Il se lève toujours hoquetant, la gorge encore serrée comme un noeud en fibre de verre pilée.
- notre petite Elvire, gémit-t-il d’une voix complètement éraillée... Et tous les deux, se soutenant par la taille, reviennent chez eux à moitié titubant.

Le chien continue d’aboyer...

- Monsieur LUDRIN, on va reprendre  : donc vous vous levez pour boire un verre d’eau cette nuit vers trois heures...      

L’enquêteur, un peu bedonnant, le cheveu un peu rare et les yeux collés d’un qui a été interrompu dans son sommeil, résume les notes qu’il a prises d’une voix monocorde. Paul, lui en face, les coudes sur le bureau, la tête dans la main, s’énerve. C’est la seconde fois qu’il lui raconte l’affaire. Les lumières du commissariat sont d’un jaune pisseux et sur le bureau en contreplaqué qui date certainement d’avant les évènements de mai 68, s’empilent en strates des dossiers de toutes les couleurs sur lesquels sont inscrits des noms et des numéros. Paul ne doute pas un instant que leur dossier finira par rejoindre ceux-là. Le seul élément moderne est l’ordinateur portable sur lequel l’enquêteur tape leur déposition.
Le policier s’arrête, allume une cigarette, regarde Paul et Lydie :
- J’imprime la déposition, vous la signerez et on vous tiendra au courant ! J’ai déjà mis deux hommes sur le coup et fait diffuser la photo de votre fille dans tous les commissariats et gendarmeries du département.

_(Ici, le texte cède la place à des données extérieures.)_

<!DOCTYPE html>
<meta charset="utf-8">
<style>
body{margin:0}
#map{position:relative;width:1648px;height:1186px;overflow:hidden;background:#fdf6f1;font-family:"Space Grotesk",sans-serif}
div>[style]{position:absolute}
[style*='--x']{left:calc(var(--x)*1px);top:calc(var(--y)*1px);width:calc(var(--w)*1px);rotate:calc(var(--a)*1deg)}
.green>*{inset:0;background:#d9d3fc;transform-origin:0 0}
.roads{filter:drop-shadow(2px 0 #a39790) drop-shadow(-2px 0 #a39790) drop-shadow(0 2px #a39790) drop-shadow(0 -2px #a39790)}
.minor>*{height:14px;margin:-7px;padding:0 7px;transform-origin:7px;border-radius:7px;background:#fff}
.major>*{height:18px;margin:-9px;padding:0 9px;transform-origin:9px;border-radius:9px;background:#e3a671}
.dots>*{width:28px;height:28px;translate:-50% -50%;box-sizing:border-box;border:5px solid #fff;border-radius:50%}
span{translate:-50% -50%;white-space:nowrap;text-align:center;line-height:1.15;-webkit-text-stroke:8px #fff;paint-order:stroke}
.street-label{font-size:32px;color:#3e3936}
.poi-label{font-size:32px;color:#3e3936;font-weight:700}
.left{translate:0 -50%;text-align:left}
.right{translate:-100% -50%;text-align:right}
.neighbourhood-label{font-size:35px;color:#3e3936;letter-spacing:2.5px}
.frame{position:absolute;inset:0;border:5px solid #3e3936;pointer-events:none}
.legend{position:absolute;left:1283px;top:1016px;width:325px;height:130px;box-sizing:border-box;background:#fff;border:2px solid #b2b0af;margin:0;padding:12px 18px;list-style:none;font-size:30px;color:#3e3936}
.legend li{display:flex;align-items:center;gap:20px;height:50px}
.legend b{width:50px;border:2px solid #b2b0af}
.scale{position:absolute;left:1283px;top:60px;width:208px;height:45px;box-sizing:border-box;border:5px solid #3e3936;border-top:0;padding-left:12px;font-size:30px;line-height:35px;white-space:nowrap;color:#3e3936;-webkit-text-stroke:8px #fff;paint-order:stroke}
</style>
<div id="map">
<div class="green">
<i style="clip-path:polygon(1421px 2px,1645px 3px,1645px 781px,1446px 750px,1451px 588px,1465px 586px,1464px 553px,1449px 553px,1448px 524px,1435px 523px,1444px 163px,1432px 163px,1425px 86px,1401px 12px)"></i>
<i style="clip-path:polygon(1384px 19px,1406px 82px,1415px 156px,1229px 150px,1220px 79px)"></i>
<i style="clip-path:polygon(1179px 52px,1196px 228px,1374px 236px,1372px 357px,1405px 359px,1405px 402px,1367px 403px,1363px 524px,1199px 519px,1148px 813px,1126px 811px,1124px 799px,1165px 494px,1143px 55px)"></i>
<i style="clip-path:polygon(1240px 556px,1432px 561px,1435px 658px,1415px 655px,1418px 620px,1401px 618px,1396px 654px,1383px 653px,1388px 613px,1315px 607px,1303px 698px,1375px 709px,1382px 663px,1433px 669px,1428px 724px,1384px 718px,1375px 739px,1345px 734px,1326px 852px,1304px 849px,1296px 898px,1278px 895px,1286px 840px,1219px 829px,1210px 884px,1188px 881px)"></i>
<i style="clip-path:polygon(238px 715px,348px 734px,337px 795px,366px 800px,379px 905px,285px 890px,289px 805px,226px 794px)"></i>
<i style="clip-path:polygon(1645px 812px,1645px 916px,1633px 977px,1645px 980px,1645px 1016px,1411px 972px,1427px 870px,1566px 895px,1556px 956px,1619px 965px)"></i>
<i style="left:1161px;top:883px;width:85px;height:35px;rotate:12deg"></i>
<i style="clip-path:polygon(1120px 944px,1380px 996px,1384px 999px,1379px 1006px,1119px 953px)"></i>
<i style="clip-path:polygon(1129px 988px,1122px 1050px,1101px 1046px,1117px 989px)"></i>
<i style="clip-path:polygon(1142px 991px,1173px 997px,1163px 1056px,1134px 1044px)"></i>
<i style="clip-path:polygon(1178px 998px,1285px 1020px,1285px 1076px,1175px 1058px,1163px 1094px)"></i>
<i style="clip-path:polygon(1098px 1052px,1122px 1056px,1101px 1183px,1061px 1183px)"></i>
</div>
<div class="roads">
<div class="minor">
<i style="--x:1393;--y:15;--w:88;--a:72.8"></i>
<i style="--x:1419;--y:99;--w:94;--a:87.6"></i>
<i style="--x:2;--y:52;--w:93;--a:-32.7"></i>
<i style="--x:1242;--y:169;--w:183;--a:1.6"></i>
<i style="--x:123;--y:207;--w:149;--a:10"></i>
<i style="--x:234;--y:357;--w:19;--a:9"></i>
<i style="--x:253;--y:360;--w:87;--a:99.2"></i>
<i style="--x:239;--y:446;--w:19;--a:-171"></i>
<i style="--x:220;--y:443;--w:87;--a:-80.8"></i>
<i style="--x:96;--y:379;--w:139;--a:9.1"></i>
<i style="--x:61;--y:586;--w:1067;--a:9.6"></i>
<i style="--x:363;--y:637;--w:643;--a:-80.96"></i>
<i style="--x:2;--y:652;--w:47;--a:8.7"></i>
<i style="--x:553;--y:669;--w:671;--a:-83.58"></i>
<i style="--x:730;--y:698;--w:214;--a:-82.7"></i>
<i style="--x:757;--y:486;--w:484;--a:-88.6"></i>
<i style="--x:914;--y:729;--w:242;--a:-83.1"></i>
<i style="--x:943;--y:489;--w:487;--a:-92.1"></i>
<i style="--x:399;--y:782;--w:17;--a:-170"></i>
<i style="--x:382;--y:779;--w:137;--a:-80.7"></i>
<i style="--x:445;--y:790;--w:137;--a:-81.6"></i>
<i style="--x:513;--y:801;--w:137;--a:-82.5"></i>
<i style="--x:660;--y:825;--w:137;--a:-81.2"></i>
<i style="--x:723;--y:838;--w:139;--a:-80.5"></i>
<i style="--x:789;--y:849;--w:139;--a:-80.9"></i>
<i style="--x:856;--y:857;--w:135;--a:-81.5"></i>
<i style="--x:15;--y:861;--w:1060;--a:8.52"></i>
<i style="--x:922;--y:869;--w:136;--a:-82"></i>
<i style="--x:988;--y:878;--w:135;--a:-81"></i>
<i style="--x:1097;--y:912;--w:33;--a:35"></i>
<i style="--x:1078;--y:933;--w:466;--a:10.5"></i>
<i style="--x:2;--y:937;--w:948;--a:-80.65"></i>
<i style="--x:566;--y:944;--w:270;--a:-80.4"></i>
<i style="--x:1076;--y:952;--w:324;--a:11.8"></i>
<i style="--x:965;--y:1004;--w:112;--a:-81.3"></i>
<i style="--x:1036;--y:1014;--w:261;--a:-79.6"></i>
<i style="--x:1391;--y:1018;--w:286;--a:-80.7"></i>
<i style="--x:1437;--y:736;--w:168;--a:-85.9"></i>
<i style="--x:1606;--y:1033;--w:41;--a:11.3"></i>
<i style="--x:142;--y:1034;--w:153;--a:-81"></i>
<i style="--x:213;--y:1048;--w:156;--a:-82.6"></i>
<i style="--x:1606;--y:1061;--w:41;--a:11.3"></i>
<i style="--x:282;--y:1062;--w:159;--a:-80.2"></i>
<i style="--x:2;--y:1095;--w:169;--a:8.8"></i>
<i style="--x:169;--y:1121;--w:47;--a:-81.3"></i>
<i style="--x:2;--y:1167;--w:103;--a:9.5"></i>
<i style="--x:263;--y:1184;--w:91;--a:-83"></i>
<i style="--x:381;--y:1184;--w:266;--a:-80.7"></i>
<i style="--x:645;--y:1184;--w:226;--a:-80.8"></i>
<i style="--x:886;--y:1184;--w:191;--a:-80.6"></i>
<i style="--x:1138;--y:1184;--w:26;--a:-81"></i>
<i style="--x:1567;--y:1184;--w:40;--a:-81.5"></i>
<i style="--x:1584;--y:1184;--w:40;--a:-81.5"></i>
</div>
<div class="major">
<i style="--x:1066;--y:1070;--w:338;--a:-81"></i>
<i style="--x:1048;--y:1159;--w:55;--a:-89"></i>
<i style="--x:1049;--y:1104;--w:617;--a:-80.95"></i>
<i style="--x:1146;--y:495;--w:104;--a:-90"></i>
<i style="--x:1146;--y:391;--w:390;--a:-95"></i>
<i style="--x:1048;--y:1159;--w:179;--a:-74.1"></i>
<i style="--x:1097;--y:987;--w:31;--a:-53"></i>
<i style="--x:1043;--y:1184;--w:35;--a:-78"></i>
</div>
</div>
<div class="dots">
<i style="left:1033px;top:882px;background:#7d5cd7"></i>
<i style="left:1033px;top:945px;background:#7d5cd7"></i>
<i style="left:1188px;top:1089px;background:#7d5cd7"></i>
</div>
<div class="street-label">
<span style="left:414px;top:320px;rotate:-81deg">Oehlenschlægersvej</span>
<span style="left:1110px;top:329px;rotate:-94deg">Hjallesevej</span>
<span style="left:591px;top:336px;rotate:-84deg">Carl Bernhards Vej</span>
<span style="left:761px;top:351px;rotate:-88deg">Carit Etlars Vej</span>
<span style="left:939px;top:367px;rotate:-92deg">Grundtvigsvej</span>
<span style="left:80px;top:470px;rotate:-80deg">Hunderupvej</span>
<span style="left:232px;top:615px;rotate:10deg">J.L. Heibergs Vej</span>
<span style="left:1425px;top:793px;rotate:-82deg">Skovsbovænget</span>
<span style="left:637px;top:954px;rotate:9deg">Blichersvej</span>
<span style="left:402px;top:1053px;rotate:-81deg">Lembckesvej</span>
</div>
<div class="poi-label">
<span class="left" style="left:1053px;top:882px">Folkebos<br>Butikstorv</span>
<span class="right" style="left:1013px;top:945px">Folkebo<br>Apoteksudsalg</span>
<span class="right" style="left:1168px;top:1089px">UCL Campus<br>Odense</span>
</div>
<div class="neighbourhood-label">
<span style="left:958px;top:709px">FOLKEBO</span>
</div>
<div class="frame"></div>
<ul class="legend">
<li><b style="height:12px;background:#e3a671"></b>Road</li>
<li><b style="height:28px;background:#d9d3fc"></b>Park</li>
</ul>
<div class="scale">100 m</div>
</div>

Il paraît un peu confus et gêné.

Ecoutez, ne vous inquiétez pas, restez...
A ce moment là, le téléphone sonne avec stridence dans le bureau. Le policier ne semble pas en prendre conscience et continue de parler. Paul n’entend plus qu’un grommellement entrecoupé des stridulations du téléphone. Putain ! Il peut pas s’arrêter !

- Paul, Mon amour ! C’est l’heure ! et puis arrête ton réveil, il va me rendre folle !

Et elle dépose un baiser sur son cou, à la base de son épaule.
Dans un grognement , Paul interrompt la sonnerie, se retourne hagard, regarde Lydie et lui dit , encore dans les vapes :

- J’ai fait un cauchemar, c’était... horrible, c’était...

- C’est rien , c’est fini, mon chéri! Maintenant, tu es réveillé et on va partir au marché, tous les trois. Mais si on veut pouvoir encore trouver quelque chose, va falloir se dépêcher !

Et elle sortit. Paul laissa son regard s’attarder sur son corps et à nouveau un sourire se dessine. Bien sûr ce n’était qu’un cauchemar ! Il se lève, attrape son caleçon et se dirige vers la salle de bain.
En passant devant la chambre d’Elvire, il a une légère tentation, pousser la porte, se rassurer. Le cauchemar était tellement prégnant. Ca n’était qu’un cauchemar ! Il décide de laisser la petite dormir encore un peu.
Il rentre dans la salle de bain et va prendre sa douche. Malgré le jet , il n’arrive pas à se débarrasser de l’angoisse. Ca avait l’air tellement réel...

- Paul ! Paul

C’est la voix de Lydie.

- Paul ! Vient vite ! Vite !

Elle secoue la poignée. Il arrête la douche et ouvre  la porte précipitamment.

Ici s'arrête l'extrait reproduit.